Jealous—again?? Stop this, Helen!
"What do you think of that?" A.J. demanded.
The main display showed a hugely enlarged version of the alien artifact, shadowy like an old-fashioned X-ray image. Inside the sculpted, ridged "bowling ball" were three well-defined hollows. Two showed nothing inside them, but the middle one was nearly full with hundreds, perhaps thousands, of tiny dots. Small lines ran from the empty hollows to the base of the hollow tube, which had some kind of complex mechanism at that point. The mechanism also connected, via a much larger opening, to the central hollow.
"Looks very interesting," said Glendale. "What exactly do you think we're seeing?"
"Well, the first important point is these little dots. If I blow one of them up a bit and check the scale, how large do you think they are?"
No one said anything for a moment. Then Helen smiled.
"four point six five millimeters?"
"On the nose."
"Ah, yes." Glendale nodded. "The mysterious 'pebbles' that Mike Jennings argued were cysts of some kind in several papers. Shotgun pellets, then?"
"Right. And these two chambers—they were using a binary propellant design, probably two liquids that have leaked away over the ages. This mechanism meters the amount of propellant and ammunition—I'll bet you could adjust it for volume of fire and so on. I suppose someone else might find another explanation, but I wouldn't bet on it. This is a gun. Nothing else I can think of that would fit."
Glendale looked at Helen. "And this verifies one of your other hypotheses, if I'm right."
"What? Oh, yes. We tend to use large single bullets rather than shotguns, but with the way Bemmie's muscles and skeleton connected, or rather didn't really connect, something like a shotgun would be a lot more devastating to them. So it makes sense that their side arms would also be based on shotgun designs. Unfortunately for poor Bemmie, an elephant gun or even a thirty-ought-six would have been a better choice for blowing away raptors.

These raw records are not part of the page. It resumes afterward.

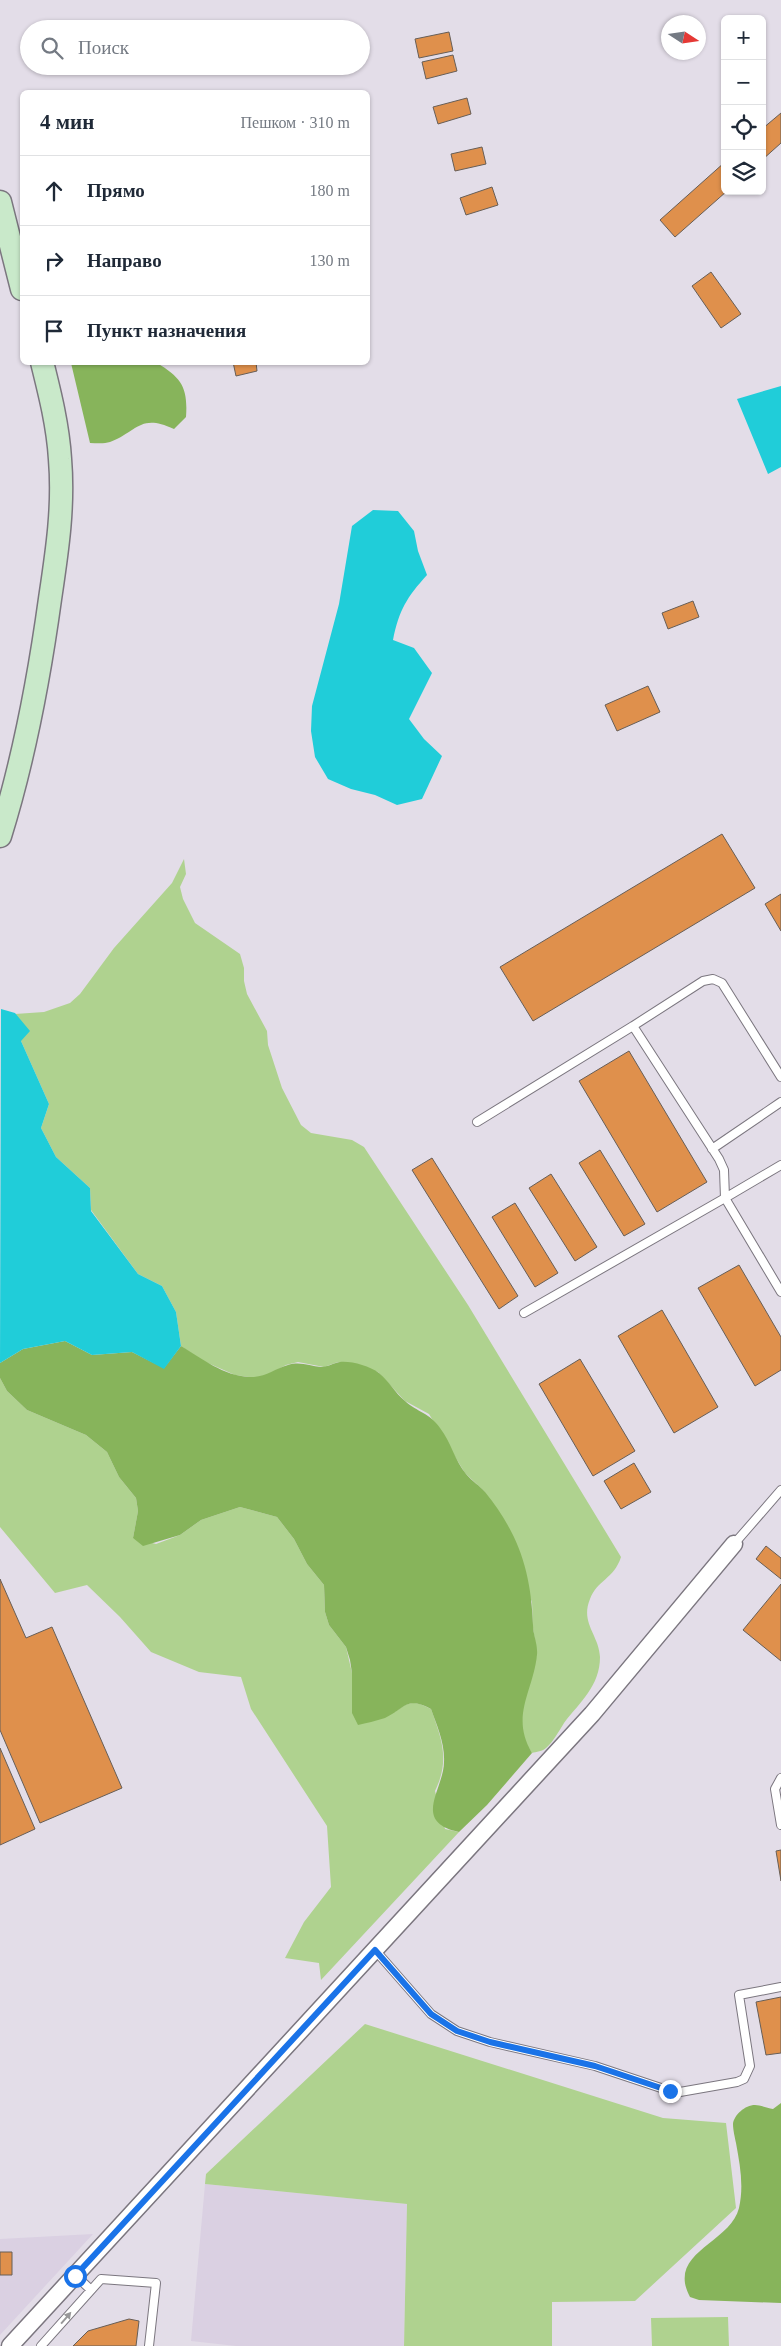 <!DOCTYPE html>
<html lang="ru">
<head>
<meta charset="utf-8">
<style>
	:root { --surface:#fff; --page:#f2f2f3; --text:#1f2937; --muted:#747a83; --line:#e0e1e3 }
	body { margin:0; font-family:Georgia,serif; background:var(--page); color:var(--text) }
	.controls { position:absolute; right:15px; top:15px; display:grid; overflow:hidden; border-radius:8px; box-shadow:0 1px 4px #0004 }
	.controls button { width:45px; height:45px; display:grid; place-items:center; padding:0; border:0; border-bottom:1px solid var(--line); background:var(--surface); color:var(--text); font:25px sans-serif }
	.compass { position:absolute; left:661px; top:15px; width:45px; height:45px; border-radius:50%; background:var(--surface); box-shadow:0 1px 4px #0004; rotate:102deg }
	.stop { position:absolute; width:15px; height:15px; margin:-11px; border:4px solid #1a73e8; border-radius:50%; background:#fff }
	.stop.end { background:#1a73e8; border-color:#fff; box-shadow:0 1px 5px #0008 }
	.list { margin:0; padding:0; list-style:none }
	h2 { display:flex; justify-content:space-between; align-items:center; height:65px; margin:0; padding:0 20px; font-size:21px }
	h2 small { font-size:16px; font-weight:400; color:var(--muted) }
	.list li { display:grid; grid-template-columns:32px 1fr auto; gap:15px; align-items:center; box-sizing:border-box; height:70px; padding:0 20px; border-top:1px solid var(--line) }
	.list b { display:block; font-size:19px; white-space:nowrap }
	.list em { font-size:16px; font-style:normal; color:var(--muted) }
	.icon { flex:none; width:28px; height:28px; fill:none; stroke:currentColor; stroke-width:2; stroke-linecap:round; stroke-linejoin:round }
	.map { position:relative; flex:none; width:781px; height:2346px; overflow:hidden }
	.search { position:absolute; background:var(--surface); box-shadow:0 1px 4px #0004; left:20px; top:20px; width:350px; height:55px; display:flex; align-items:center; gap:12px; box-sizing:border-box; padding:0 18px; border-radius:28px; color:var(--muted); font-size:19px }
	.panel { position:absolute; background:var(--surface); box-shadow:0 1px 4px #0004; left:20px; top:90px; width:350px; height:275px; border-radius:8px }
	.map>svg:first-child { display:block }
</style>
</head>
<body>
<div class="map">
<svg width="781" height="2346" viewBox="0 0 781 2346">
	<rect width="100%" height="100%" fill="#e3dde8"/>
	<!-- built -->
	<path fill="#dad0e2" d="M205,2184L407,2204L404,2346H236L191,2341Z
		M93,2234L0,2335V2239Z"/>
	<!-- green -->
	<path fill="#afd28f" d="M184,859L186,874L180,887L183,899L195,923L240,954L244,968V981L247,994L267,1031L268,1045L282,1088L301,1125L311,1133L352,1140L364,1147L468,1305L621,1557C614,1579 597,1580 590,1599C580,1623 599,1635 600,1657C600,1686 580,1702 564,1723C559,1731 553,1742 546,1748C543,1751 536,1752 532,1753L523,1739L522,1725V1711L537,1654L533,1628L532,1602L484,1491L465,1473L429,1414L405,1401L378,1372L338,1362L324,1367L298,1362L286,1365L263,1377H249L235,1375L201,1360L181,1346L176,1312L162,1286L138,1274L91,1210L90,1188L56,1157L41,1128L49,1104L21,1041L15,1014L44,1012L70,1003L80,994L114,948L172,883Z
		M0,1378L7,1391L27,1410L86,1435L107,1452L119,1477L136,1498L138,1511L133,1538L156,1544L180,1535L201,1520L240,1507L277,1517L294,1539L307,1564L324,1585L325,1612L329,1625L346,1647L352,1673L395,1712C410,1700 415,1701 431,1709C442,1740 450,1760 435,1791L445,1829L459,1832L321,1980L319,1963L285,1958L304,1922L331,1887L327,1826L251,1709L241,1677L199,1672L151,1652L120,1617L87,1585L55,1593L0,1527Z
		M365,2024L663,2118L726,2123L736,2208L635,2301L552,2302V2346H404L407,2204L205,2184L206,2174Z
		M728,2317L729,2346H652L651,2318Z"/>
	<!-- forest -->
	<path fill="#87b45b" d="M71,363H157C182,378 188,388 186,417L174,429C140,413 138,431 110,442C104,444 96,443 90,443Z
		M65,1341L92,1355L132,1352L164,1368L181,1346C201,1358 224,1376 249,1377C265,1378 274,1369 288,1365C300,1361 310,1366 321,1367C328,1367 333,1363 340,1362C352,1361 369,1366 379,1373C389,1381 395,1393 405,1401C417,1412 430,1413 440,1428C451,1442 455,1461 466,1474C472,1481 480,1486 485,1492C519,1534 531,1572 533,1625C533,1635 538,1644 537,1655C533,1692 510,1716 532,1753L487,1805L459,1832C411,1822 444,1789 444,1762C445,1743 437,1726 431,1709C406,1696 406,1708 385,1718C376,1721 366,1723 358,1725L352,1713V1673L350,1660L346,1647L329,1625L325,1612L324,1585L307,1564L294,1539L277,1517L240,1507L201,1520L180,1535L143,1546L133,1538L138,1511L136,1498L119,1477L107,1452L86,1435L27,1410L7,1391L0,1378V1363L23,1349Z
		M781,2103V2303L699,2300L690,2297C666,2252 730,2244 739,2208C744,2186 740,2165 736,2143C735,2138 733,2130 733,2124C734,2115 745,2105 755,2105C760,2105 767,2108 773,2109Z"/>
	<!-- water -->
	<path fill="#20cdd9" d="M781,386V467L768,474L737,399Z
		M373,510L398,511L414,531L418,551L427,575C407,597 399,610 393,640L414,648L432,673L409,719L424,739L442,756L422,799L397,805L375,795L351,789L328,779L315,757L311,731L312,706L339,604L352,526Z
		M1,1009L15,1013L30,1031L21,1041L49,1104L41,1128L56,1157L90,1188L91,1211L138,1274L162,1286L176,1312L181,1346L164,1369L132,1352L92,1355L65,1341L23,1349L0,1363Z"/>
	<!-- building -->
	<path fill="#df904c" stroke="#675e57" d="M449,32L453,51L419,58L415,39Z
		M453,55L457,71L426,79L422,62Z
		M467,98L471,114L438,124L433,107Z
		M781,113V143L762,160V129Z
		M482,147L486,164L455,171L451,154Z
		M725,162V191H727L675,237L660,220Z
		M492,187L498,205L466,215L460,198Z
		M711,272L741,314L721,328L692,286Z
		M233,362H256L257,371L236,376Z
		M693,601L699,617L668,629L662,613Z
		M648,686L660,712L617,731L605,705Z
		M722,834L755,888L533,1021L500,967Z
		M781,894V931L765,904Z
		M629,1051L707,1182L657,1212L579,1081Z
		M600,1150L645,1224L624,1236L579,1163Z
		M432,1158L518,1296L499,1309L412,1170Z
		M551,1174L597,1247L575,1261L529,1188Z
		M515,1203L558,1273L535,1287L492,1217Z
		M739,1265L781,1337V1370L755,1386L698,1288Z
		M662,1310L718,1407L674,1433L618,1336Z
		M580,1359L635,1451L593,1476L539,1384Z
		M634,1463L651,1492L621,1509L604,1481Z
		M766,1546L781,1558V1579L756,1559Z
		M0,1579L26,1638L52,1627L122,1788L40,1823L0,1730Z
		M781,1584V1661L743,1630Z
		M0,1748L35,1829L0,1845Z
		M781,1850V1881L776,1851Z
		M781,1997V2053L766,2055L756,2002Z
		M0,2252H12V2275H0Z
		M129,2319L139,2321L136,2346H73L88,2331Z"/>
	<g fill="none" stroke-linecap="round" stroke-linejoin="round">
		<!-- lane casing -->
		<g stroke="#7b767f" stroke-width="10">
			<path id="lane" d="M633,1026L703,981L713,979L722,983L781,1077
				M477,1122L633,1026L719,1159L724,1170L725,1198
				M712,1149L781,1102
				M725,1198L781,1165
				M524,1313L725,1198L781,1292
				M734,1544L781,1490
				M781,1778L775,1789L781,1825
				M375,1950L431,2014L457,2031L490,2042L595,2066L670,2091L680,2092L737,2082L744,2079L750,2066L739,1995L781,1987
				M75,2275L91,2290
				M41,2346L101,2279L156,2283L149,2346"/>
		</g>
		<!-- street casing -->
		<g stroke="#7b767f" stroke-width="19">
			<path id="street" d="M10,2346L592,1714L734,1544"/>
		</g>
		<!-- secondary casing -->
		<g stroke="#7b767f" stroke-width="25">
			<path id="secondary" d="M0,202L22,289
				M0,836C24,759 39,679 50,599C57,552 64,507 60,459C58,426 50,394 42,362"/>
		</g>
		<!-- lane -->
		<use href="#lane" stroke="#fff" stroke-width="8"/>
		<!-- street -->
		<use href="#street" stroke="#fff" stroke-width="16"/>
		<!-- secondary -->
		<use href="#secondary" stroke="#c9e9ca" stroke-width="22"/>
	</g>
	<!-- one-way arrows -->
	<defs><path id="oneway-solid" d="M-6-.8H1V-3.2L6.5 0L1 3.2V.8H-6Z" transform="scale(1.25)"/></defs>
	<use fill="#989899" href="#oneway-solid" transform="translate(66 2318) rotate(-49)"/>
	<g fill="none" stroke-linecap="round" stroke-linejoin="round">
		<!-- route -->
		<path stroke="#1a73e8" stroke-width="6" d="M75,2276L375,1950L431,2014L457,2031L490,2042L595,2066L670,2091"/>
	</g>
</svg>
<div class="controls">
<button>+</button>
<button>−</button>
<button><svg class="icon" aria-label="locate" viewBox="0 0 24 24"><circle cx="12" cy="12" r="6"/><path d="M12 2v4M12 18v4M2 12h4M18 12h4"/></svg></button>
<button><svg class="icon" aria-label="layers" viewBox="0 0 24 24"><path d="M12 4l9 5-9 5-9-5zM3 14l9 5 9-5"/></svg></button>
</div>
<svg class="compass" viewBox="-18 -18 36 36"><path d="M0-13l5 13h-10z" fill="#e53935"/><path d="M0 13l5-13h-10z" fill="#747a83"/></svg>
<div class="stop" style="left:75px;top:2276px"></div>
<div class="stop end" style="left:670px;top:2091px"></div>
<div class="search"><svg class="icon" aria-label="search" viewBox="0 0 24 24"><circle cx="10" cy="10" r="6"/><path d="M15 15l6 6"/></svg>Поиск</div>
<section class="panel">
<h2>4 мин<small>Пешком · 310 m</small></h2>
<ul class="list">
<li><svg class="icon" aria-label="ahead" viewBox="0 0 24 24"><path d="M12 20V5M6 11l6-6 6 6"/></svg><div><b>Прямо</b></div><em>180 m</em></li>
<li><svg class="icon" aria-label="right" viewBox="0 0 24 24"><path d="M7 20v-9h11M14 6l5 5-5 5"/></svg><div><b>Направо</b></div><em>130 m</em></li>
<li><svg class="icon" aria-label="arrive" viewBox="0 0 24 24"><path d="M6 21V4h12l-3 4 3 4H6"/></svg><div><b>Пункт назначения</b></div></li>
</ul>
</section>
</div>
</body>
</html>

The shotgun hurt them and eventually killed them, but not fast enough."
"Neat," A.J. said. "I hadn't thought of that before. Guess I didn't read your papers carefully enough. Anyway, let's see what else we can get out of this before I have to go off to today's training session."
"Right!"
Chapter 22
Helen gave vent to a mild curse as she realized her hammer had slid away from her. She leaned reflexively to get it and found herself floating away, scattering sample containers and her other tools in a slow-motion catastrophe across the room. "Oh, dammit, not again!"
The voice of Walter Myles, the microgravity operations training expert, spoke in her ear. "Sorry, Dr. Sutter, but you should be past simple mistakes like that. I'm not resetting it. You'll have to clean up and recover."
"Yes, I know. It's just so hard to remember."
"Well, ma'am, you have to learn somehow. Phobos has barely any gravity, around one two-thousandth that of Earth. That's enough to make things settle eventually, but from your point of view it might as well be nothing. Tidal effects are actually noticeable on that scale."
Helen didn't answer, as she already knew the numbers. The problem wasn't on the intellectual level, but the level of instinctive reflex. She was trying to retrain a body that had spent four decades in a one-g field to properly react in the almost total absence of gravity.
Helen checked herself against the far wall, absorbing the impact and grabbing one of the handholds spotted about the room. Thus secured, she was able to survey the situation and decide the best method to address the scattered clutter.
"You know, in the real situation, I'd have tools and things attached to me, right?"
"Correct, Doctor, but you'd also be in a real microgravity situation instead of a simulation. We would prefer that you learn to do your work well enough that you won't notice, nor care, whether the tools are attached to lanyards or not."
"Simulations are pretty damn impressive these days, though. I have to admit that I can't really tell I'm not on Phobos, except that if I concentrate I can tell up and down. But you confuse that by making 'up' be in the direction that it looks like one of the walls should be, instead of the ceiling."
In actuality, Helen was floating in a huge water tank inside the NASA training facility. The tools and such were, relatively speaking, real; but the exact way she perceived them, and the background against which the action took place, was all being generated for her inside the watertight spacesuit she had on. The spacesuit was also attached to actuators to assist her in moving in a fashion that would feel fairly close to the way real microgravity would feel—minus, as Helen had noted, the absence of an internal method for referencing up and down. That she'd get to experience later.